The History of the Flapper, Part 4: Emboldened by the Bob
New short haircuts announced the wearers’ break from tradition and boosted the hairdressing industry
On May 1, 1920, the Saturday Evening Post published F. Scott Fitzgerald’s “Bernice Bobs Her Hair,” a short story about a sweet yet socially inept young woman who is tricked by her cousin into allowing a barber to lop off her hair. With her new do, she is castigated by everyone: Boys no longer like her, she’s uninvited to a social gathering in her honor, and it’s feared that her haircut will cause a scandal for her family.
In the beginning of the 20th century, that’s how serious it was to cut off your locks. At that time, long tresses epitomized a pristine kind of femininity exemplified by the Gibson girl. Hair may have been worn up, but it was always, always long.
Part and parcel with the rebellious flapper mentality, the decision to cut it all off was a liberating reaction to that stodgier time, a cosmetic shift toward androgyny that helped define an era.
The best-known short haircut style in the 1920s was the bob. It made its first foray into public consciousness in 1915 when the fashion-forward ballroom dancer Irene Castle cut her hair short as a matter of convenience, into what was then referred to as the Castle bob.
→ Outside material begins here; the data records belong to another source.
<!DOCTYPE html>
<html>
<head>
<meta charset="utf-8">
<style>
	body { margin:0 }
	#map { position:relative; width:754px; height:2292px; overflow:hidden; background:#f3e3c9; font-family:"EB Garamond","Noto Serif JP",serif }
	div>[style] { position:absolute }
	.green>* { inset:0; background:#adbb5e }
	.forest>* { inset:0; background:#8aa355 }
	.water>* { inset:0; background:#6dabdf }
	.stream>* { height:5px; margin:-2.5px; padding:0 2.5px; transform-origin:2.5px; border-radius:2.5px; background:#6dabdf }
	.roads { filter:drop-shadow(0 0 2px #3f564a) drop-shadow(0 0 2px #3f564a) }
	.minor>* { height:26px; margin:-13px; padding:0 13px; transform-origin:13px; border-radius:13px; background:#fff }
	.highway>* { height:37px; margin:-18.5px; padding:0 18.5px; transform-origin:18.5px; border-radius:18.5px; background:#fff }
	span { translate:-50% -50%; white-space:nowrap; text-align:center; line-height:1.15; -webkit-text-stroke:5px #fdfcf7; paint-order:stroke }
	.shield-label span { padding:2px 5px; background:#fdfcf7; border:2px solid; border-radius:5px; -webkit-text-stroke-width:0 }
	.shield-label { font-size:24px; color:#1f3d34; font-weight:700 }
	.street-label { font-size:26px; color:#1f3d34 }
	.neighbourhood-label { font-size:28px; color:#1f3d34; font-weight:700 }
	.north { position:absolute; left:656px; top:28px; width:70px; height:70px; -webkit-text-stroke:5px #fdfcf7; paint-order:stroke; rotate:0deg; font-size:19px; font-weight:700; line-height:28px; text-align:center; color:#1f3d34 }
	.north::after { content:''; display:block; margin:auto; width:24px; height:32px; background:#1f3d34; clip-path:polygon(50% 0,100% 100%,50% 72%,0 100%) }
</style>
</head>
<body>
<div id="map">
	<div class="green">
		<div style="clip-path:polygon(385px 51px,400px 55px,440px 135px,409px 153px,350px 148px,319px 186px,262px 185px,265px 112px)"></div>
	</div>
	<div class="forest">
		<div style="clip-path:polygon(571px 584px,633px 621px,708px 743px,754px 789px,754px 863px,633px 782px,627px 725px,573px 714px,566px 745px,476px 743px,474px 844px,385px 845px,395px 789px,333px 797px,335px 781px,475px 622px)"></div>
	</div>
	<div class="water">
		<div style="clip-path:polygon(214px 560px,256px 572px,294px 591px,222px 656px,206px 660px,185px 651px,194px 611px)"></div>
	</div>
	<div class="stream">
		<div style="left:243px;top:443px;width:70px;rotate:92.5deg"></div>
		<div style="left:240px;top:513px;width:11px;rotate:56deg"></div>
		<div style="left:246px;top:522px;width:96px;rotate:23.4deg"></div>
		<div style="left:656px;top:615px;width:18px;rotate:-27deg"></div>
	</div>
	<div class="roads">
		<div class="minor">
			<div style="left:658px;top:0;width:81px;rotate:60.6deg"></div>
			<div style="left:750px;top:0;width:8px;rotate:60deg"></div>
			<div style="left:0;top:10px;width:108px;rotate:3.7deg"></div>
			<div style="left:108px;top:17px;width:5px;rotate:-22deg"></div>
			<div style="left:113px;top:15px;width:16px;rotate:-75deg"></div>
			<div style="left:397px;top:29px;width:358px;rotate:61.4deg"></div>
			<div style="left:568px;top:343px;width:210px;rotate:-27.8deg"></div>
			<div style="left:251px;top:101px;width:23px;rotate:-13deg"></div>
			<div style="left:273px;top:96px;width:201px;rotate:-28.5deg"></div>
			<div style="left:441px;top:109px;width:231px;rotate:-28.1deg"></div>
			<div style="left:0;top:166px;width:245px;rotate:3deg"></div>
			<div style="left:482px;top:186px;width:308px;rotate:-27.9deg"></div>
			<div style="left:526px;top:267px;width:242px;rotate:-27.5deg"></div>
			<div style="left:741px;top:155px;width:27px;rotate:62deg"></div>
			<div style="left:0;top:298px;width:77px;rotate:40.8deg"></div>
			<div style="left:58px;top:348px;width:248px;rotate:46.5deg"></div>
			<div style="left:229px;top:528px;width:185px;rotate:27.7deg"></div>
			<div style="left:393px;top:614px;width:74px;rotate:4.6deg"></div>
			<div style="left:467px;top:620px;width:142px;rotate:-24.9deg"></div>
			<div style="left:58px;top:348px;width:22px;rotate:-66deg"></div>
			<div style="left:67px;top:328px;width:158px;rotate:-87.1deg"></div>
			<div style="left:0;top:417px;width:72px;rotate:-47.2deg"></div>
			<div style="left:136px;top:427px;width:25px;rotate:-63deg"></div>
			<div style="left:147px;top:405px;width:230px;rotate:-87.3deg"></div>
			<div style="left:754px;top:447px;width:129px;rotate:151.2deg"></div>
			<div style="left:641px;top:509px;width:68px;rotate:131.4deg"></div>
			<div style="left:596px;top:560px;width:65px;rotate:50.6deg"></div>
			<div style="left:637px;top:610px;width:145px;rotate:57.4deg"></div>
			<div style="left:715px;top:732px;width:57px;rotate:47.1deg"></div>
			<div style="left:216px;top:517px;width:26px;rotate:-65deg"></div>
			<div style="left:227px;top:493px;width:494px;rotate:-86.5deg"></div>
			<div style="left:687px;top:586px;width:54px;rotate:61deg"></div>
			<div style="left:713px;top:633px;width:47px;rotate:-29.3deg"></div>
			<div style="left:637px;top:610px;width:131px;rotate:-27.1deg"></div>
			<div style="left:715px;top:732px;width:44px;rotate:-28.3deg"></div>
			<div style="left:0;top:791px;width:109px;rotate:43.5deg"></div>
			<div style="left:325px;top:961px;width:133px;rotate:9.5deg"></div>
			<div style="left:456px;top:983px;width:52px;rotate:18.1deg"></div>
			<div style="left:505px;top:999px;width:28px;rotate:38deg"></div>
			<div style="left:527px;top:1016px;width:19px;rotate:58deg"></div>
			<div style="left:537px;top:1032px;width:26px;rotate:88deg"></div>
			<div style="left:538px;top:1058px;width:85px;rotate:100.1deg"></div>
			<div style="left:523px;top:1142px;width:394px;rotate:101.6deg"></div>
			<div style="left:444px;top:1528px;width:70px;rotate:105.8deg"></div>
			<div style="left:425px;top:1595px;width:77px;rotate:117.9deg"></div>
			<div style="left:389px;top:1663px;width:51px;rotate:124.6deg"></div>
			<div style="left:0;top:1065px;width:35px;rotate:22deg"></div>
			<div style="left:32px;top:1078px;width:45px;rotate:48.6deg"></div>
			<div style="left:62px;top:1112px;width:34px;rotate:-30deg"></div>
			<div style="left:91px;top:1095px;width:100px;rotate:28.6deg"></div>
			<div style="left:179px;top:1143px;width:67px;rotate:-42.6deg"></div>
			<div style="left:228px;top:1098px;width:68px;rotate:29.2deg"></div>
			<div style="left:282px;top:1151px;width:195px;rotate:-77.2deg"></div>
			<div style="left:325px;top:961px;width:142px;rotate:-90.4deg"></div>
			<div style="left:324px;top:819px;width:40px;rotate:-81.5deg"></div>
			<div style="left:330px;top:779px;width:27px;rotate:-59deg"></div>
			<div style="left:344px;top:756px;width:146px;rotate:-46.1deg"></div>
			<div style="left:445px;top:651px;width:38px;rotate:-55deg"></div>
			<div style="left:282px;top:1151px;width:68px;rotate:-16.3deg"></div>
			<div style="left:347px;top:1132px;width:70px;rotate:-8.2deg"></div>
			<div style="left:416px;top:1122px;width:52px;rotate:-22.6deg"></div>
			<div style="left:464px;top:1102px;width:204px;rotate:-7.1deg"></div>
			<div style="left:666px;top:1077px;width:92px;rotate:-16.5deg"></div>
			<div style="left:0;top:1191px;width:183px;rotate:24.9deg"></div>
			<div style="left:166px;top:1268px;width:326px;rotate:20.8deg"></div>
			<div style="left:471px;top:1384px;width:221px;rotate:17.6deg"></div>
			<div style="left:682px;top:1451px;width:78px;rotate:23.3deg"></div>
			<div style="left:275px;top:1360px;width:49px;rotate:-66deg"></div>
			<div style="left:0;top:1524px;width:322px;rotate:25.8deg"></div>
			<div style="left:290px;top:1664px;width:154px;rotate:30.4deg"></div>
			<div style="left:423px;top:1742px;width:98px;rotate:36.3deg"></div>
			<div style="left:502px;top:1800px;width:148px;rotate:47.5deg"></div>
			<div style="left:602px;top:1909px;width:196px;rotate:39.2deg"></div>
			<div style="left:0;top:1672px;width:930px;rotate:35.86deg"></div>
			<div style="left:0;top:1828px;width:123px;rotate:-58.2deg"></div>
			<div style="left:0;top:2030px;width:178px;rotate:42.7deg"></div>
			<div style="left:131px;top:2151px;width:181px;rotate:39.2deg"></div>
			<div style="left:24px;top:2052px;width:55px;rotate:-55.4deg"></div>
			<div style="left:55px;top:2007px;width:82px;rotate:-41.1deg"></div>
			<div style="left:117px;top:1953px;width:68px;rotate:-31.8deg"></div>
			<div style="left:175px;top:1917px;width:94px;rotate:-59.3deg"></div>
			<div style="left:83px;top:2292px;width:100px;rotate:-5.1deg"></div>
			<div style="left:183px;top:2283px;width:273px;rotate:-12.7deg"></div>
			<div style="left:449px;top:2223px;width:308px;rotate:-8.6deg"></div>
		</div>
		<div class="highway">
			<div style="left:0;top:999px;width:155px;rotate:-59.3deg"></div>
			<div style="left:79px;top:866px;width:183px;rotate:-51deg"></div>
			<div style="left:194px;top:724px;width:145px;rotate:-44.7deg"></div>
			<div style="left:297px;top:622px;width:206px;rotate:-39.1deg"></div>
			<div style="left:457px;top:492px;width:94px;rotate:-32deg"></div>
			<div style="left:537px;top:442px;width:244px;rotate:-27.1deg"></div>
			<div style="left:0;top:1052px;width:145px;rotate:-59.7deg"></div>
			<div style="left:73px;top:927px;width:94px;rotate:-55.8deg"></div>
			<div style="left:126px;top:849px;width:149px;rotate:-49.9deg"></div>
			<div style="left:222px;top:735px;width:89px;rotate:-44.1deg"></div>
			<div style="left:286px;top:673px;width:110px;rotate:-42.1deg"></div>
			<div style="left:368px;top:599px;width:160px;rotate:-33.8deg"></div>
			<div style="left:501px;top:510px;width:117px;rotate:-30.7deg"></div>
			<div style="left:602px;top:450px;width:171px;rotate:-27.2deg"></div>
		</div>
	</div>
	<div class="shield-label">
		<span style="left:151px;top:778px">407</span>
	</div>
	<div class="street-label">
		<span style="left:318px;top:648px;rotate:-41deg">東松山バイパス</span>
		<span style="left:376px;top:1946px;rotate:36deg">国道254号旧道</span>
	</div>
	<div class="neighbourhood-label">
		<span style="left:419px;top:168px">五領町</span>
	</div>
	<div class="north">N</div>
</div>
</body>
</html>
Early on, when women wanted to emulate that look, they couldn’t just walk into a beauty salon and ask the hairdresser to cut off their hair into that blunt, just-below-the-ears style. Many hairdressers flat out refused to perform the shocking and highly controversial request And some didn’t know how to do it since they’d only ever used their shears on long hair. Instead of being deterred, the flapper waved off those rejections and headed to the barbershop for the do. The barbers complied.
Hairdressers, sensing that the trend was there to stay, finally relented. When they began cutting the cropped style, it was a boon to their industry. A 1925 story from the Washington Post headlined “Economic Effects of Bobbing” describes how bobbed hair did wonders for the beauty industry. In 1920, there were 5,000 hairdressing shops in the United States. At the end of 1924, 21,000 shops had been established—and that didn’t account for barbershops, many of which did “a rushing business with bobbing.”
As the style gained mass appeal—for instance, it was the standard haircut in the widely distributed Sears mail order catalog during the ’20s—more sophisticated variations developed. The finger wave (S-shaped waves made using fingers and a comb), the Marcel (also wavy, using the newly invented hot curling iron), shingle bob (tapered, and exposing the back of the neck) and Eton crop (the shortest of the bobs and popularized by Josephine Baker) added shape to the blunt cut. Be warned: Some new styles weren’t for the faint of heart. A medical condition, the Shingle Headache, was described as a form of neuralgia caused by the sudden removal of hair from the sensitive nape of the neck, or simply getting your hair cut in a shingle bob. (An expansive photograph collection of bob styles can be found here.)
Accessories were designed to complement the bob. The still-popular bobby pin got its name from holding the hairstyle in place. The headband, usually worn over the forehead, added a decorative flourish to the blunt cut. And the cloche, invented by milliner Caroline Reboux in 1908, gained popularity because the close-fitting hat looked so becoming with the style, especially the Eton crop.
Although later co-opted by the mainstream to become status quo (along with makeup, underwear and dress, as earlier Threaded posts described), the bob caused heads to turn (pun!) as flappers turned the sporty, cropped look into another playful, gender-bending signature of the Jazz Age.
Has there been another drastic hairstyle that’s accomplished the same feat? What if the 1990s equivalent of Irene Castle—Sinead O’Connor and her shaved head—had really taken off? Perhaps a buzz cut would have been the late 20th-century version of the bob and we all would have gotten it, at least once.